Hi! I am performing differential expression analysis and when I created the dds model and I got the following message:
txi.rsem <- tximport(files, type = "rsem", txIn = FALSE, txOut = FALSE)
txi.rsem$length[txi.rsem$length == 0] <- 1
########Creation of dds model
ddsTxi <- DESeqDataSetFromTximport(txi.rsem, colData = samples_selected, design = ~ condition)

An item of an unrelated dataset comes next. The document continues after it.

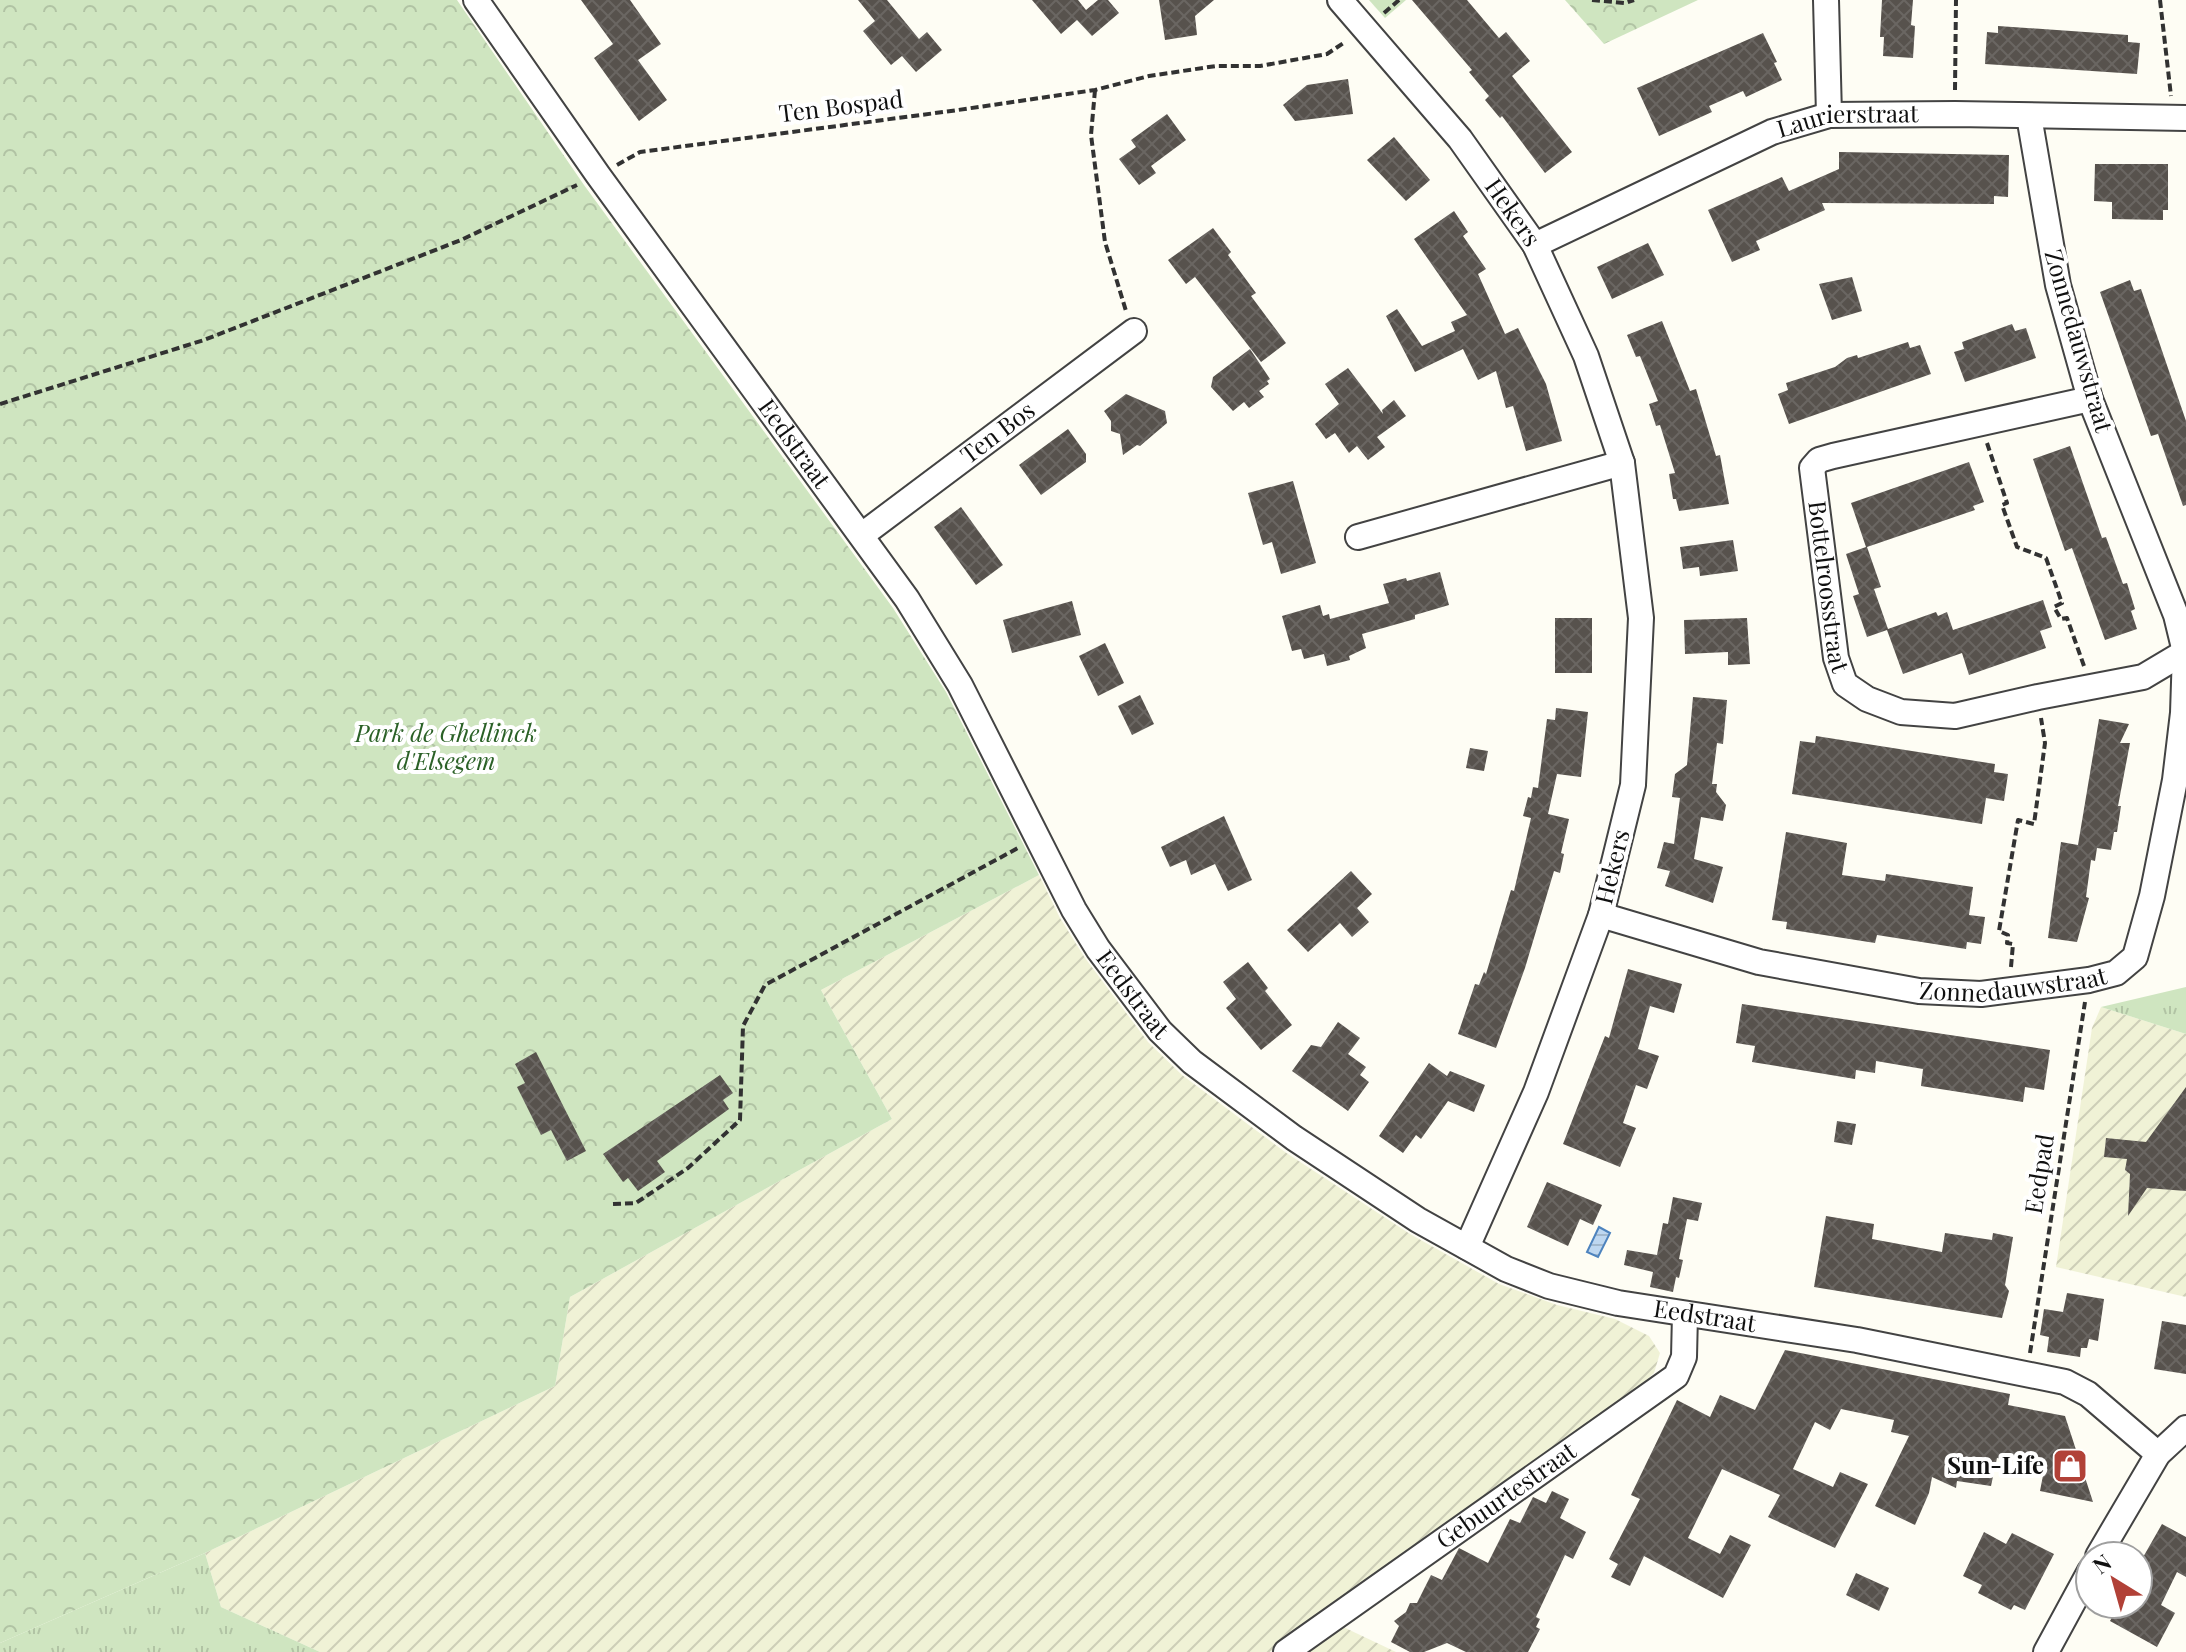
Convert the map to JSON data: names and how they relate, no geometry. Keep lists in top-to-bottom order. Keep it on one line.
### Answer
{"streets":{"street":["Laurierstraat","Hekers","Zonnedauwstraat","Ten Bos","Eedstraat","Bottelroosstraat","Gebuurtestraat"],"path":["Ten Bospad","Eedpad"]},"crossings":[["Ten Bospad","Hekers"],["Ten Bospad","Eedstraat"],["Laurierstraat","Hekers"],["Laurierstraat","Zonnedauwstraat"],["Hekers","Zonnedauwstraat"],["Hekers","Eedstraat"],["Zonnedauwstraat","Bottelroosstraat"],["Zonnedauwstraat","Eedpad"],["Ten Bos","Eedstraat"],["Eedstraat","Eedpad"],["Eedstraat","Gebuurtestraat"]],"parks":["Park de Ghellinck d'Elsegem"],"places":{"shop":["Sun-Life"]},"north":"top left"}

using counts and average transcript lengths from tximport
ddsTxi$condition <- relevel(ddsTxi$condition, ref = cond2)
dds <- DESeq(ddsTxi)
estimating size factors
using 'avgTxLength' from assays(dds), correcting for library size
estimating dispersions
gene-wise dispersion estimates
mean-dispersion relationship
final dispersion estimates
fitting model and testing
-- replacing outliers and refitting for 7581 genes
-- DESeq argument 'minReplicatesForReplace' = 7
-- original counts are preserved in counts(dds)
estimating dispersions
fitting model and testing
summary(res)
out of 47011 with nonzero total read count
adjusted p-value < 0.1
LFC > 0 (up) : 1, 0.0021%
LFC < 0 (down) : 0, 0%
outliers [1] : 2008, 4.3%
low counts [2] : 191, 0.41%
(mean count < 0)
[1] see 'cooksCutoff' argument of ?results
[2] see 'independentFiltering' argument of ?results
I was wondering if I can keep the results that I obtained considering only the p-value, or it is better to get a more reliable result to perform the analysis modifying the minReplicatesForReplace option?
Thanks,
Concetta
Thank you! I have removed from the dds sub-optimal genes and I re-created the dds model and I did not get the message
replacing outliers and refitting for 7581 genes
. However when I ransummary(res)
I got this results:Considering that I did not get any message when I ran DESeq(dds), I did not understand if now I can trust my model and the results.
Thank you.
Concetta
So there are still many outliers, which I would encourage you to look at with
plotCounts
.I looked the plotCounts but I noticed that looking at different genes I have every time different samples that behave as outliers samples. What do you suggest to do?
If you think that, from those plots, the genes do contain outliers and are likely not exhibiting DE signal, then you can go with the results table above (the one with 1,795 outliers). If you think that there is DE but it is not being found, I would look at the PCA plot and see if you think that the biological variability within groups is smaller than across groups.